__Data__.
◇ ◇ ◇

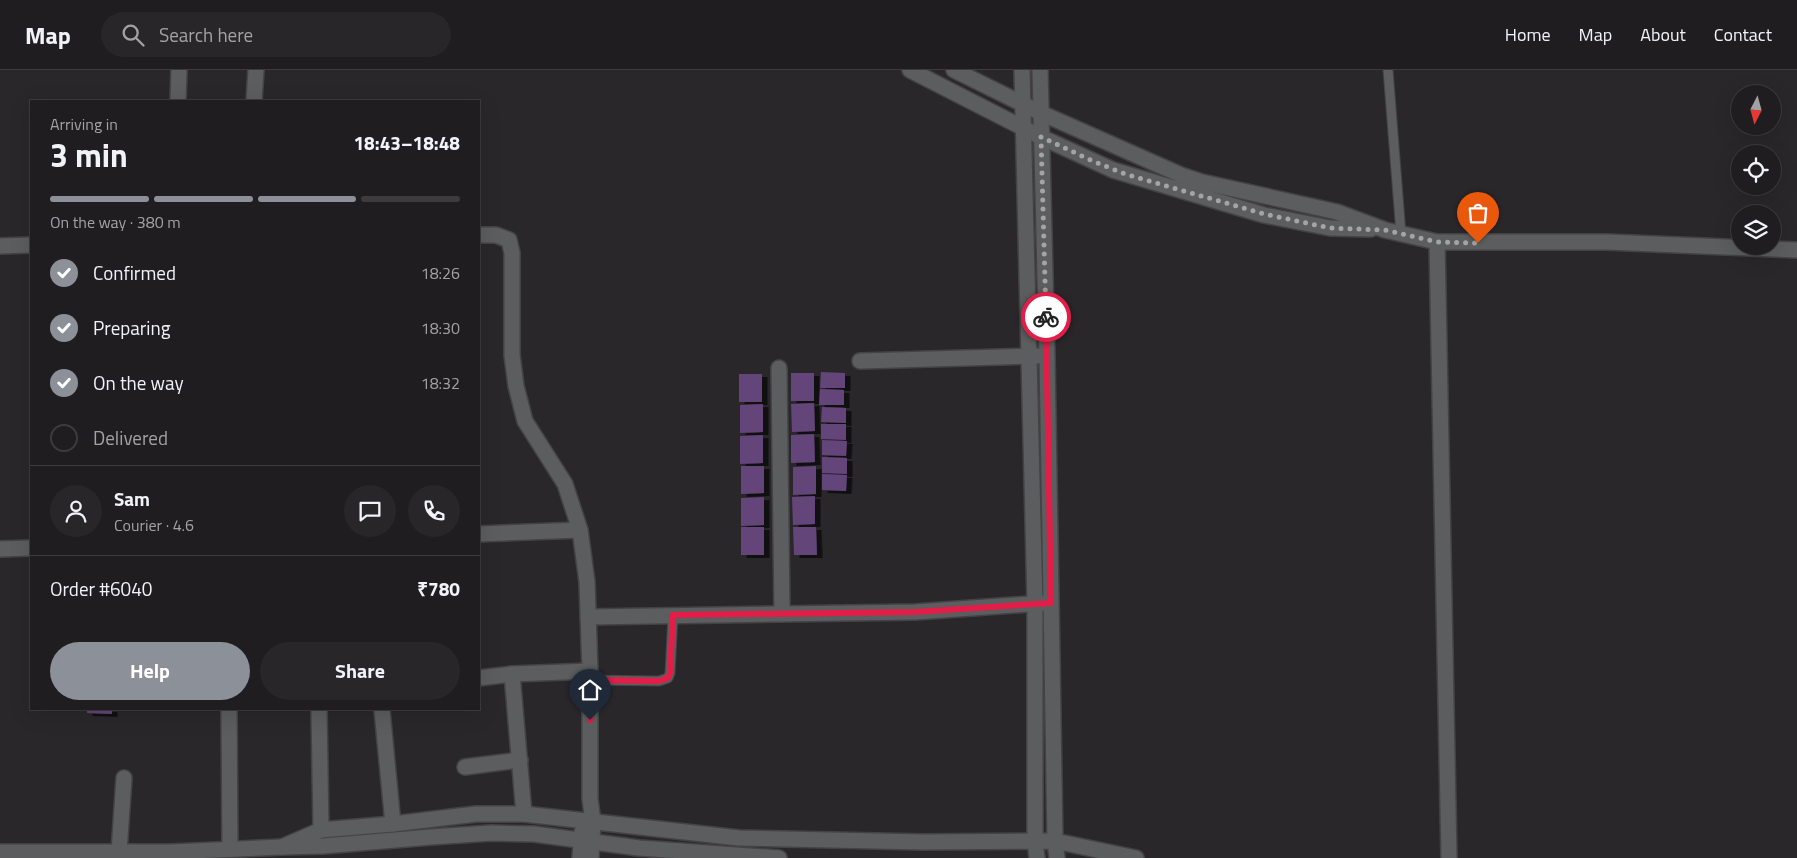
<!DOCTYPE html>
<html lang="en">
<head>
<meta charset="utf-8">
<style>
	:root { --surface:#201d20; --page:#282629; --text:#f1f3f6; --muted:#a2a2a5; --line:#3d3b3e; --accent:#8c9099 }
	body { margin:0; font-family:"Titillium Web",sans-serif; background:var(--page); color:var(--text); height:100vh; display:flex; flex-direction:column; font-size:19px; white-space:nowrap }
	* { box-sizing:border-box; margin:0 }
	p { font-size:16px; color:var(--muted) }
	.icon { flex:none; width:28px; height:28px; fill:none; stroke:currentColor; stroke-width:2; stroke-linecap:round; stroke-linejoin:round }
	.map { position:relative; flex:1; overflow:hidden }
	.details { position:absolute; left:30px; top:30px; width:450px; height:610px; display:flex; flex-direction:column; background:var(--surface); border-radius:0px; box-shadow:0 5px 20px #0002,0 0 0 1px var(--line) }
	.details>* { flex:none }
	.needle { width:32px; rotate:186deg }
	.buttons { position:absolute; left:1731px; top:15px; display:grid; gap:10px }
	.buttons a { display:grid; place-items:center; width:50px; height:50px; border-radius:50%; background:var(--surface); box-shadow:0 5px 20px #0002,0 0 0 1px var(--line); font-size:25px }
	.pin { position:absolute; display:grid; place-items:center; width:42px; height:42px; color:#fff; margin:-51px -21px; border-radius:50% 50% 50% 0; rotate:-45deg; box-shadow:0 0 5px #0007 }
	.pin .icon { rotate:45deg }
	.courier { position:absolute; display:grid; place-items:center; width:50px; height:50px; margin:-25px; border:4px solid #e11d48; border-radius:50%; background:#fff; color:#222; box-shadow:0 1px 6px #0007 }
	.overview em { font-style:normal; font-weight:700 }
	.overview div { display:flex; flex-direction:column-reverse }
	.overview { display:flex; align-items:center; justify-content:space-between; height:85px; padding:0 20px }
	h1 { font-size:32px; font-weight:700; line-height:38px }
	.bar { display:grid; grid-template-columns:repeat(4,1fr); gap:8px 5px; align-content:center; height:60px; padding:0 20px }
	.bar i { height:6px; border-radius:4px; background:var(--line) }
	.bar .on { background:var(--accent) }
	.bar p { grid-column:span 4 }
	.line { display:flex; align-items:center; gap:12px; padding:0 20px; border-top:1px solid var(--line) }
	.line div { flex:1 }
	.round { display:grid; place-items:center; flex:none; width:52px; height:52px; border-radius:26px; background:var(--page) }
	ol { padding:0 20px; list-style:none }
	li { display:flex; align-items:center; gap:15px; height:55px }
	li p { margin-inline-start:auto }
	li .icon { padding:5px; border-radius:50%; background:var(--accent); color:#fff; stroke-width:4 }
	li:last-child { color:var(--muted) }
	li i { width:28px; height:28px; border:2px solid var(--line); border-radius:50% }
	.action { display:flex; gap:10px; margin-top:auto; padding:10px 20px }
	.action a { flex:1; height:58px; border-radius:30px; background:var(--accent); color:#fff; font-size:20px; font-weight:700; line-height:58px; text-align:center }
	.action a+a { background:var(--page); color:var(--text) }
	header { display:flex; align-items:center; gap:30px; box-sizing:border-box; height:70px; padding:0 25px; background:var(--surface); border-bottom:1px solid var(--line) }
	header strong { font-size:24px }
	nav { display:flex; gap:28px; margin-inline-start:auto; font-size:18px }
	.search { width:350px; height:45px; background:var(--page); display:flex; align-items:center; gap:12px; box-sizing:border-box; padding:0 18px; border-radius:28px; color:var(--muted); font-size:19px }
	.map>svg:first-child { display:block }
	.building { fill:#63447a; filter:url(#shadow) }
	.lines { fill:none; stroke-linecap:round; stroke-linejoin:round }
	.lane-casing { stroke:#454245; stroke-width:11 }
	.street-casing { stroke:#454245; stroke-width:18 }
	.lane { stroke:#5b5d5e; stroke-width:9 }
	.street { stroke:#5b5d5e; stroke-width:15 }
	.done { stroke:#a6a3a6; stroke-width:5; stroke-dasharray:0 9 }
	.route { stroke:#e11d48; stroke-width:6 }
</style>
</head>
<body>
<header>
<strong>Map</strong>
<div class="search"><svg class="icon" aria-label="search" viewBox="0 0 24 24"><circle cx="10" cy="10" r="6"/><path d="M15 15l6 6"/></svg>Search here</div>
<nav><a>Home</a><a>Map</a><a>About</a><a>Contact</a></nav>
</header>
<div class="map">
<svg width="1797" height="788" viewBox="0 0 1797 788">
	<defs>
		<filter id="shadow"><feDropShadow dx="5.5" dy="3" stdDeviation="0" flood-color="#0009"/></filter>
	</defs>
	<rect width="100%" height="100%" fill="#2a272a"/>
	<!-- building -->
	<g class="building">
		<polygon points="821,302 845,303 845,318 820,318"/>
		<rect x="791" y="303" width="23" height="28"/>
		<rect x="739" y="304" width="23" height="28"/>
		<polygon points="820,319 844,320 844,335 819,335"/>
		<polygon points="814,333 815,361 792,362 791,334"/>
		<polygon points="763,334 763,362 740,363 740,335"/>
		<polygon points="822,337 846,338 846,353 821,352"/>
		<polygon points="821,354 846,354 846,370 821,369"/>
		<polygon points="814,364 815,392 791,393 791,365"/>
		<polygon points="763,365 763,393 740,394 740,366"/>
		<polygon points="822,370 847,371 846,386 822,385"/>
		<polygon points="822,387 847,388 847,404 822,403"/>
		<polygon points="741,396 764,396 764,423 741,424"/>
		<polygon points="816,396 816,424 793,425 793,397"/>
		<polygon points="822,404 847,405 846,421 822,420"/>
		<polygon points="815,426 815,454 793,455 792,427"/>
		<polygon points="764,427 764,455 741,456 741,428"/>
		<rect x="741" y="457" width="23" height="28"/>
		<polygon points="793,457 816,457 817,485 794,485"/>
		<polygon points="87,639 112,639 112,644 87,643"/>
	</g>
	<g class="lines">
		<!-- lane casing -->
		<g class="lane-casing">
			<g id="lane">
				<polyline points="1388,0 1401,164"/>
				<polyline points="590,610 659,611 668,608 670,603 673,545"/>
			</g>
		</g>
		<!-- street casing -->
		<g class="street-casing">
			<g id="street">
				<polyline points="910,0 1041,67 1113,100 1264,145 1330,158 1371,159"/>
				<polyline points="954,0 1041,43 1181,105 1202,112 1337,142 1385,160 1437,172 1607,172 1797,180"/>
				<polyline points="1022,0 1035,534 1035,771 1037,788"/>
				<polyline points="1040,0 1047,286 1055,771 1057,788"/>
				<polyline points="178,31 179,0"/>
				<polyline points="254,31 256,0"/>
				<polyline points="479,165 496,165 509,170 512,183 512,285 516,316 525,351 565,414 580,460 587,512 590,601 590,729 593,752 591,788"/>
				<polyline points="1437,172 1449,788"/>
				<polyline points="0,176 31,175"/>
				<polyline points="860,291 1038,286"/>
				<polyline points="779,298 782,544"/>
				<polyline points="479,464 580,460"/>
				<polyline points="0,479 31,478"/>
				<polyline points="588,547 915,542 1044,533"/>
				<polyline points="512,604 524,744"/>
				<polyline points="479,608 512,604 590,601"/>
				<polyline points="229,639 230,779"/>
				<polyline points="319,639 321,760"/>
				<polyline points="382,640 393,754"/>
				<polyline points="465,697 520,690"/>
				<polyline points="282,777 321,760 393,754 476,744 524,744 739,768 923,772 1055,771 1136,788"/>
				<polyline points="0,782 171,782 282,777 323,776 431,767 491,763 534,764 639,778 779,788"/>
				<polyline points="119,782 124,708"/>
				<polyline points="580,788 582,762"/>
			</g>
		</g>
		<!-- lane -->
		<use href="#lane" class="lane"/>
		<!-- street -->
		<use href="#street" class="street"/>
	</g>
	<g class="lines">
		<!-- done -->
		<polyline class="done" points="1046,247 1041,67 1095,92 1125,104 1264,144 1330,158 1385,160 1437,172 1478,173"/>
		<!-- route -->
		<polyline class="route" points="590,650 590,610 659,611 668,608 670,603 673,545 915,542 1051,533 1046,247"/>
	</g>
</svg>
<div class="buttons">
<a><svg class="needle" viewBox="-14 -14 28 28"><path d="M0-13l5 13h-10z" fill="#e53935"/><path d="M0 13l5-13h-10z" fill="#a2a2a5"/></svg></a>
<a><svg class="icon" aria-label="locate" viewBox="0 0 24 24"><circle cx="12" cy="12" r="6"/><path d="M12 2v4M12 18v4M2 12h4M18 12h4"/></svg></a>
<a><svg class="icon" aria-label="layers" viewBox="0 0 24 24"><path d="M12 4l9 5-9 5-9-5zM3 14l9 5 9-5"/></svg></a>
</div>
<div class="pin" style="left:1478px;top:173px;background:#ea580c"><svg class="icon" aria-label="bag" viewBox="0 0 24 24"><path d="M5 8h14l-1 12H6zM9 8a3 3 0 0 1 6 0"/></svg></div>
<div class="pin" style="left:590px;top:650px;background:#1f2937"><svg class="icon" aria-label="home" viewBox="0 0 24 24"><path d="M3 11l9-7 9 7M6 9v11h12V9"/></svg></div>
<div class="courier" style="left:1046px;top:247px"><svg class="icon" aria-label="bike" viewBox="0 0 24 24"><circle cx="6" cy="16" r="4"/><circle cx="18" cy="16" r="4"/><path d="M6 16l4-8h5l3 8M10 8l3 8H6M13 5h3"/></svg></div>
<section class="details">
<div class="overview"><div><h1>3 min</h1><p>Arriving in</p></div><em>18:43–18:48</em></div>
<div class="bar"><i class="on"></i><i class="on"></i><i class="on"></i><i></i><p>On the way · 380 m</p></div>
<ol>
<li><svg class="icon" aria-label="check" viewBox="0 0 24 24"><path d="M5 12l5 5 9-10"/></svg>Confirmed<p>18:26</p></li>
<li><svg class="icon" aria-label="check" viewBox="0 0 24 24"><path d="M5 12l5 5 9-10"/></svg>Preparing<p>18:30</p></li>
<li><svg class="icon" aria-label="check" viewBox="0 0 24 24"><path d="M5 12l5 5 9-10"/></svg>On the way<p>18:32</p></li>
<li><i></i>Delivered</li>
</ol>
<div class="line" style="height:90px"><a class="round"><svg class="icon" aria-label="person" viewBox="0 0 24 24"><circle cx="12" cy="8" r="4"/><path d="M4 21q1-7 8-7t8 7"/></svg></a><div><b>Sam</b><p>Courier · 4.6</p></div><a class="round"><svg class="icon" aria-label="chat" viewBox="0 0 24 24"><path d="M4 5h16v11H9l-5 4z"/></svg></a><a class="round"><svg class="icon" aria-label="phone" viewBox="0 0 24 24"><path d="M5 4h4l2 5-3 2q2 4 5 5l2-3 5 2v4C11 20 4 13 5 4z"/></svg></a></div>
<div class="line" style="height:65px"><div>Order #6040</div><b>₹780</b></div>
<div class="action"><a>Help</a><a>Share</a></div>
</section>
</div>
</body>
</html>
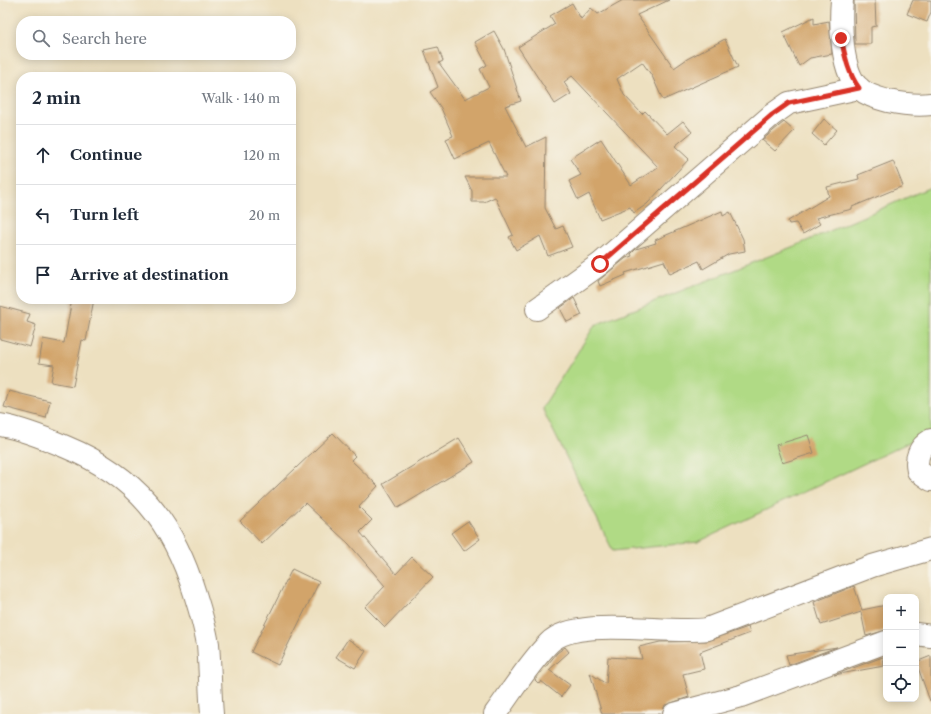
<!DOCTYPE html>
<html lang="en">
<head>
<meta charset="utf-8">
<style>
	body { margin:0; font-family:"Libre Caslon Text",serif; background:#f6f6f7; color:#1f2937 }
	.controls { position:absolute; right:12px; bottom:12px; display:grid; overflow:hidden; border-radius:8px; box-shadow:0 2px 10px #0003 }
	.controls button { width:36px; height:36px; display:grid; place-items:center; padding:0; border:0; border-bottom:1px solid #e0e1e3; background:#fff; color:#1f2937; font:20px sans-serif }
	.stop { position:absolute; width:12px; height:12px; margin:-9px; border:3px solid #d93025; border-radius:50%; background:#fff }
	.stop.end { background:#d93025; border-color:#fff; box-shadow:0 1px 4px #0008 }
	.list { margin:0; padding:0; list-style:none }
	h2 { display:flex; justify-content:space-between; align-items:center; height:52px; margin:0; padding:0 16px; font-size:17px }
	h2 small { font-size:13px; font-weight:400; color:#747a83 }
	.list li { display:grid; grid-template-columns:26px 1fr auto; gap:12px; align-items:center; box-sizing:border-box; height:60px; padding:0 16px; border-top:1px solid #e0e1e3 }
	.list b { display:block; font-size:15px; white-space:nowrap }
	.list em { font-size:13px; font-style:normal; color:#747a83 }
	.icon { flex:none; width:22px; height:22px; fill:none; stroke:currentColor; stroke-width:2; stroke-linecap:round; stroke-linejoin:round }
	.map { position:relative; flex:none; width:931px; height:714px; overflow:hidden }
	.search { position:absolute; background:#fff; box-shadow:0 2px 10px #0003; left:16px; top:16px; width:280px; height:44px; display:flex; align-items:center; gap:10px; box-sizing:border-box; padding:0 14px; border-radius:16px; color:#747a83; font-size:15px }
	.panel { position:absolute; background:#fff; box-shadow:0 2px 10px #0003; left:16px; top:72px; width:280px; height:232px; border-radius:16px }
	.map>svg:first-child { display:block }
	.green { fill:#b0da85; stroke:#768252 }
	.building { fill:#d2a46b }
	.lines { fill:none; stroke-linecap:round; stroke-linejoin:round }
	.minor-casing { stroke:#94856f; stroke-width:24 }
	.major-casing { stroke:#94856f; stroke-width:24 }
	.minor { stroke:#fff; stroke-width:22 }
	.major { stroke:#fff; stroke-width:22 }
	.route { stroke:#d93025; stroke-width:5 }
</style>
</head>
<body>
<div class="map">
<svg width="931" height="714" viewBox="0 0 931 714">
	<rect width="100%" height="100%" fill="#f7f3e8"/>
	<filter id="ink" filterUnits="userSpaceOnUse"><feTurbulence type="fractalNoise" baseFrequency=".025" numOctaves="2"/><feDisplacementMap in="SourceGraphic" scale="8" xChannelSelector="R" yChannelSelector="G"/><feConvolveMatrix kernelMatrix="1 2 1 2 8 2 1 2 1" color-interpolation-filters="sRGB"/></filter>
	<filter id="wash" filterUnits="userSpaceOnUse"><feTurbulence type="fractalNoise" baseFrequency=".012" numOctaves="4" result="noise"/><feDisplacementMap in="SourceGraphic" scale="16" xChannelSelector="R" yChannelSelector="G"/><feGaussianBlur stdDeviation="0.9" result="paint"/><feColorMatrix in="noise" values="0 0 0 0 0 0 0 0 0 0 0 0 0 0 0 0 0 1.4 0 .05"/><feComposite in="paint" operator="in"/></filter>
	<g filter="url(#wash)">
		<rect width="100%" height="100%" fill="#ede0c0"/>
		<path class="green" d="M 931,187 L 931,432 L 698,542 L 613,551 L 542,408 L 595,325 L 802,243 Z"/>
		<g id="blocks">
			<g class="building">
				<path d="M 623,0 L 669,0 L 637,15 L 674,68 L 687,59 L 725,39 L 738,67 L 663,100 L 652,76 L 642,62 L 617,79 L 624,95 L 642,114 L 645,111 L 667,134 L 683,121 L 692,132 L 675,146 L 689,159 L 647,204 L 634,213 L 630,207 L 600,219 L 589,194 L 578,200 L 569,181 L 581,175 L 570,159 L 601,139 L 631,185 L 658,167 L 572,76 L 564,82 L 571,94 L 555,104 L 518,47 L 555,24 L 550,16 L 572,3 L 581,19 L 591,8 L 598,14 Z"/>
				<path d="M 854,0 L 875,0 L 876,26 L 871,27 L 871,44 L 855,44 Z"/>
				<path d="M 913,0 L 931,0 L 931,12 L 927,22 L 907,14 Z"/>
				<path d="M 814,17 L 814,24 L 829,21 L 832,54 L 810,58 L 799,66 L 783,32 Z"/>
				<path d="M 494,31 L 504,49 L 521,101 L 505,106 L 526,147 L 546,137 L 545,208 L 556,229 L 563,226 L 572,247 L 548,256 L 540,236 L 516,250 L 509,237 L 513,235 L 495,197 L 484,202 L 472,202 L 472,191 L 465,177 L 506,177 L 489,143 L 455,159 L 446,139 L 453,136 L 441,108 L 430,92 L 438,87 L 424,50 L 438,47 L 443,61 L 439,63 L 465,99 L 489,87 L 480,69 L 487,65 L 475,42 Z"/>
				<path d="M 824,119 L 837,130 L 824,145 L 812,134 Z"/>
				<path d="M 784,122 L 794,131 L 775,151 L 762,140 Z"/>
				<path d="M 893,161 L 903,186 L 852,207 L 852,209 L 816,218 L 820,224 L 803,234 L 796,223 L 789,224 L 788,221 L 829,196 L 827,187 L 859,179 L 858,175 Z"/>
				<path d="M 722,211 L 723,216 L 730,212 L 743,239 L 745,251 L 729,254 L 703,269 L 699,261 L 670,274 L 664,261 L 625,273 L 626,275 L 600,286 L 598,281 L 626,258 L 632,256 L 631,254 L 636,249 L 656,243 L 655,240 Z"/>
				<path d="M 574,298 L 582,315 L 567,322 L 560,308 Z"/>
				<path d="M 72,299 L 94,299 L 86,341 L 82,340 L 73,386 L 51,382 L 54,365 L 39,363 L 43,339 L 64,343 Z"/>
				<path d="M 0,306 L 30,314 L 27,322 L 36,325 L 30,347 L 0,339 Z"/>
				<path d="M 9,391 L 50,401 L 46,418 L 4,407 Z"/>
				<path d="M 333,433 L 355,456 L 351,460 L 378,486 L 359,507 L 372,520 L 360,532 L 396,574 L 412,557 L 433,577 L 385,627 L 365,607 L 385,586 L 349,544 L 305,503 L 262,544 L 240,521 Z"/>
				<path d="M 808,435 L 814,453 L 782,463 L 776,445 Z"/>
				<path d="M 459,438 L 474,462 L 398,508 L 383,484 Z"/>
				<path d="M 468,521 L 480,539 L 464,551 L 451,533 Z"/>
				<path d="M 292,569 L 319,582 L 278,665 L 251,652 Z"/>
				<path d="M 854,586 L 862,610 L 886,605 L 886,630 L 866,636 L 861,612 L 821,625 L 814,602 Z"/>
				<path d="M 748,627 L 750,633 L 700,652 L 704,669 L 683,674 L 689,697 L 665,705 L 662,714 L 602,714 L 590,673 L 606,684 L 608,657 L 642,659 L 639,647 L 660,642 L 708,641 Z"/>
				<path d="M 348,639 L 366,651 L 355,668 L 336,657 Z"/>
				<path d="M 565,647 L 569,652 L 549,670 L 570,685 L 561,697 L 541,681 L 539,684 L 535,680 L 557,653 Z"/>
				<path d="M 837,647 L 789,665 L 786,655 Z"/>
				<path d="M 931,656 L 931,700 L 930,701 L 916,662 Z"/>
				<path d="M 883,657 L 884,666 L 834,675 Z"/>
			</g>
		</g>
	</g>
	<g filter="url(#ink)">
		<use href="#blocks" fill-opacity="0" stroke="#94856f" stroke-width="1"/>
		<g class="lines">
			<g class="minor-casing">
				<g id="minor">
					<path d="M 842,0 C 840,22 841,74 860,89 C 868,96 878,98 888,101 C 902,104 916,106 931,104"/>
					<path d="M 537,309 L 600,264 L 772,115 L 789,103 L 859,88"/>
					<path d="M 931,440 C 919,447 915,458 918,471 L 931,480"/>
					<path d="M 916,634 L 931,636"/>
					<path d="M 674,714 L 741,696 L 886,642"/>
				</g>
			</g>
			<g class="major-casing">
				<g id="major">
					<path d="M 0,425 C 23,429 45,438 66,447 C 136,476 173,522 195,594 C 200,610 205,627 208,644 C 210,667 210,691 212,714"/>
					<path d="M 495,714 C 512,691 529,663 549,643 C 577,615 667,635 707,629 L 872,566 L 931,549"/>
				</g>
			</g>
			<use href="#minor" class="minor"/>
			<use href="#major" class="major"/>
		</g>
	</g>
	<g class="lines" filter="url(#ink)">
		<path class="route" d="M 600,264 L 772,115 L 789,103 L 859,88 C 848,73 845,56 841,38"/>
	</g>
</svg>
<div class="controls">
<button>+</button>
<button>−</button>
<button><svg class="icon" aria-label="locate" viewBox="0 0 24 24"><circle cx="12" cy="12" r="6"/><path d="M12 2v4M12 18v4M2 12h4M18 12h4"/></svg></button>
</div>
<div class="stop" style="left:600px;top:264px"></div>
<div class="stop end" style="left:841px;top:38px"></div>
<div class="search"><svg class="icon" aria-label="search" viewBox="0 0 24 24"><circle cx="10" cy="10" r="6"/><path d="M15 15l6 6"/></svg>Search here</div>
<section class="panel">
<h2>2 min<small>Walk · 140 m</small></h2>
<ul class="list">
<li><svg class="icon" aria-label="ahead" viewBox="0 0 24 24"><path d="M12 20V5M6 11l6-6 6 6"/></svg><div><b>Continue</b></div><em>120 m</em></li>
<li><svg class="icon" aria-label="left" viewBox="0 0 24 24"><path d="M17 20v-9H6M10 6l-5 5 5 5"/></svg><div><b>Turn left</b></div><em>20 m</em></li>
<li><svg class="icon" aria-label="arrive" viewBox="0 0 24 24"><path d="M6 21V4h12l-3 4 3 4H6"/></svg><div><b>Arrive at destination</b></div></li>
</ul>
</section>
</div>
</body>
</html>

◇ ◇ ◇

__Requirement__. Only lines of the data holding the word "check" go in the answer. Please copy each of them.

__Finished exercise__.
<li><svg class="icon" aria-label="check" viewBox="0 0 24 24"><path d="M5 12l5 5 9-10"/></svg>Confirmed<p>18:26</p></li>
<li><svg class="icon" aria-label="check" viewBox="0 0 24 24"><path d="M5 12l5 5 9-10"/></svg>Preparing<p>18:30</p></li>
<li><svg class="icon" aria-label="check" viewBox="0 0 24 24"><path d="M5 12l5 5 9-10"/></svg>On the way<p>18:32</p></li>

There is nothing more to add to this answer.